La doctora Anamely Ramos denuncia la indignidad con que mueren los cubanos: “La vida y la muerte cada vez se desdibujan más”
La antropóloga cubana Anamely Ramos González compartió en su cuenta de Facebook un testimonio profundamente humano sobre la muerte de su abuela, Ernestina Aróstegui, en Cuba. Su publicación, más que un duelo personal, se convierte en una denuncia pública sobre el deterioro del sistema sanitario y funerario del país, donde —como ella describe— “hoy la gente se está muriendo de muchas maneras, sin saber siquiera de qué”.
Ramos contó que su abuela falleció esta semana en Camagüey, y que la familia inicialmente pensó que se trataba de dengue, aunque nunca pudieron confirmarlo. “Porque así están muriendo muchas personas en Cuba, sin saber siquiera de qué”, escribió.
El relato se agrava cuando detalla las condiciones en que tuvo lugar el sepelio: una lluvia impidió que el Cementerio local realizara entierros, debido a la falta de infraestructura, lo que obligó a la familia a optar por la cremación y esperar casi un día para recibir las cenizas.
“Pensábamos que era dengue, pero luego ya no sabíamos. Ese día llovía en Camagüey, por lo que en el Cementerio decidieron que no enterrarían a nadie porque no tienen las más mínimas condiciones para hacerlo cuando caen dos gotas de agua”, lamentó.
Consciente de que su testimonio podría ser interpretado como un acto político, Ramos respondió con firmeza:
“La única política que a mí me interesa es la que se activa cuando la dignidad de los seres humanos es pisoteada, y eso puede pasar en la vida, pero también en la muerte”.

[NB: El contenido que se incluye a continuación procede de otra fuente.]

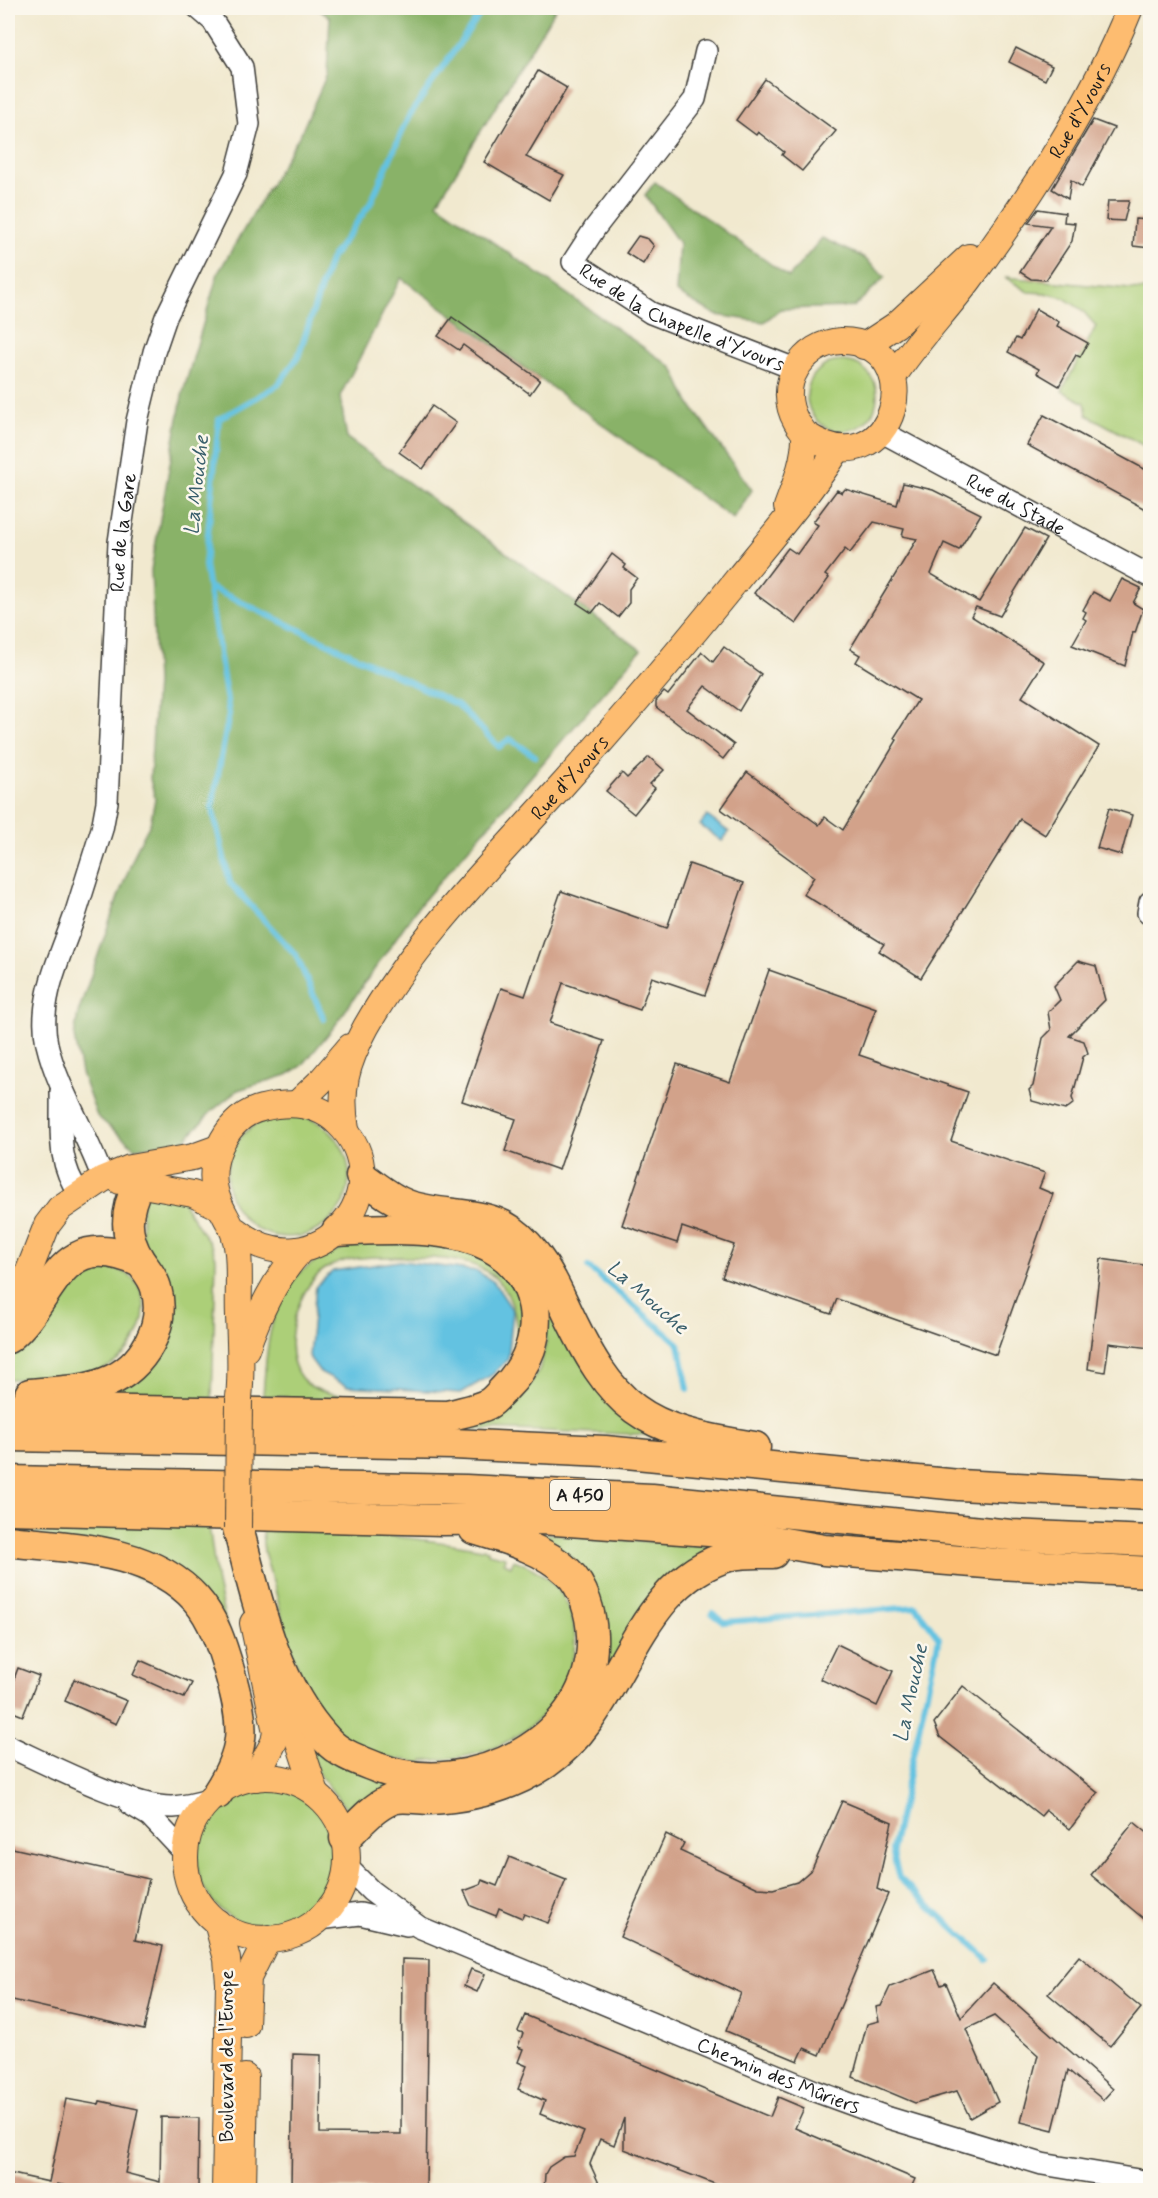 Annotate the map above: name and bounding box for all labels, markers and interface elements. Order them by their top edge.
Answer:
street label: Rue d'Yvours [1043,58,1118,164]
street label: Rue de la Chapelle d'Yvours [573,258,788,379]
water label: La Mouche [178,433,216,536]
street label: Rue du Stade [961,468,1069,543]
street label: Rue de la Gare [105,471,144,593]
street label: Rue d'Yvours [525,730,616,827]
water label: La Mouche [600,1254,695,1342]
road number: A 450 [550,1480,610,1510]
water label: La Mouche [887,1641,935,1745]
street label: Boulevard de l'Europe [214,1970,241,2142]
street label: Chemin des Mûriers [692,2032,864,2121] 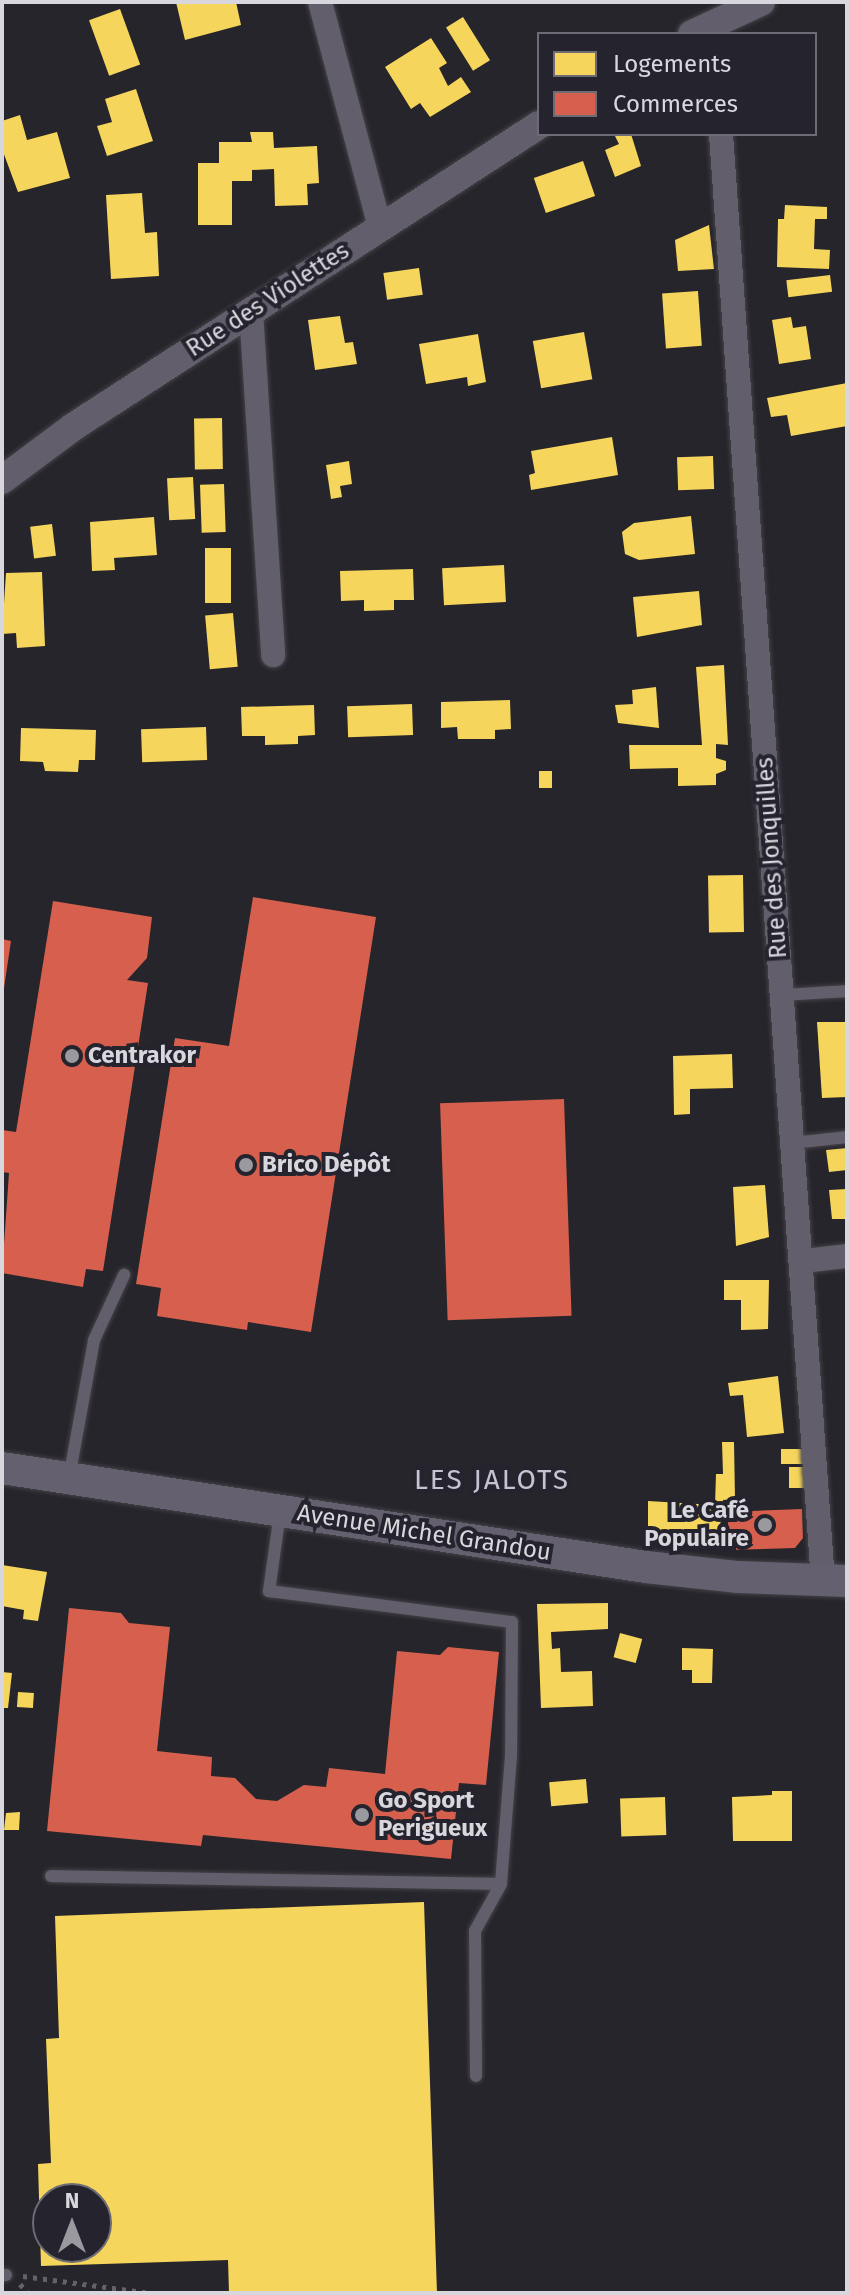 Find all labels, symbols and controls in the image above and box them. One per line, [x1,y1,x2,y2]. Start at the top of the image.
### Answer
legend [537,32,817,136]
text: Logements [613,50,731,78]
text: Commerces [613,90,738,118]
street label: Rue des Violettes [181,237,355,363]
street label: Rue des Jonquilles [751,756,793,960]
place label: Centrakor [88,1042,196,1070]
marker: Centrakor [63,1047,81,1065]
place label: Brico Dépôt [262,1151,390,1179]
marker: Brico Dépôt [237,1156,255,1174]
district label: LES JALOTS [414,1463,570,1497]
place label: Le Café Populaire [644,1497,749,1553]
street label: Avenue Michel Grandou [295,1499,553,1567]
marker: Le Café Populaire [756,1516,774,1534]
place label: Go Sport Perigueux [378,1787,487,1843]
marker: Go Sport Perigueux [353,1806,371,1824]
north arrow [32,2183,112,2263]
text: N [65,2187,79,2214]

La publicación refleja la angustia de miles de familias cubanas que enfrentan un colapso sanitario sin precedentes, en medio de epidemias de dengue, desabastecimiento médico y precariedad en los servicios básicos. La antropóloga, exiliada en Estados Unidos, señala que observarlo desde fuera no alivia el dolor:
“Hoy en Cuba la vida y la muerte cada vez se desdibujan más. Y verlo desde fuera no es menos doloroso. Al contrario”.
Junto a su denuncia, Ramos compartió un poema escrito en 2022 dedicado a su abuela Ernestina, en el que describe recuerdos íntimos de su infancia, conversaciones telefónicas y la relación entre ambas marcada por la distancia. En sus versos, la figura de la abuela encarna la resistencia y la ternura cotidiana en medio de la adversidad.
El texto, que termina con una reflexión sobre la memoria y la despedida, fue escrito un 31 de diciembre, el día del cumpleaños de su abuela, y adquiere ahora un valor simbólico: el cierre de un ciclo personal y familiar, pero también un retrato de lo que significa vivir —y morir— en la Cuba actual.
Con esta publicación, Anamely Ramos une la memoria familiar con la denuncia social, recordando que incluso en la muerte los cubanos enfrentan las consecuencias del abandono institucional.
Su texto es, al mismo tiempo, una elegía y una advertencia: cuando un país deja de garantizar el derecho a una vida digna, también pierde el respeto por la muerte.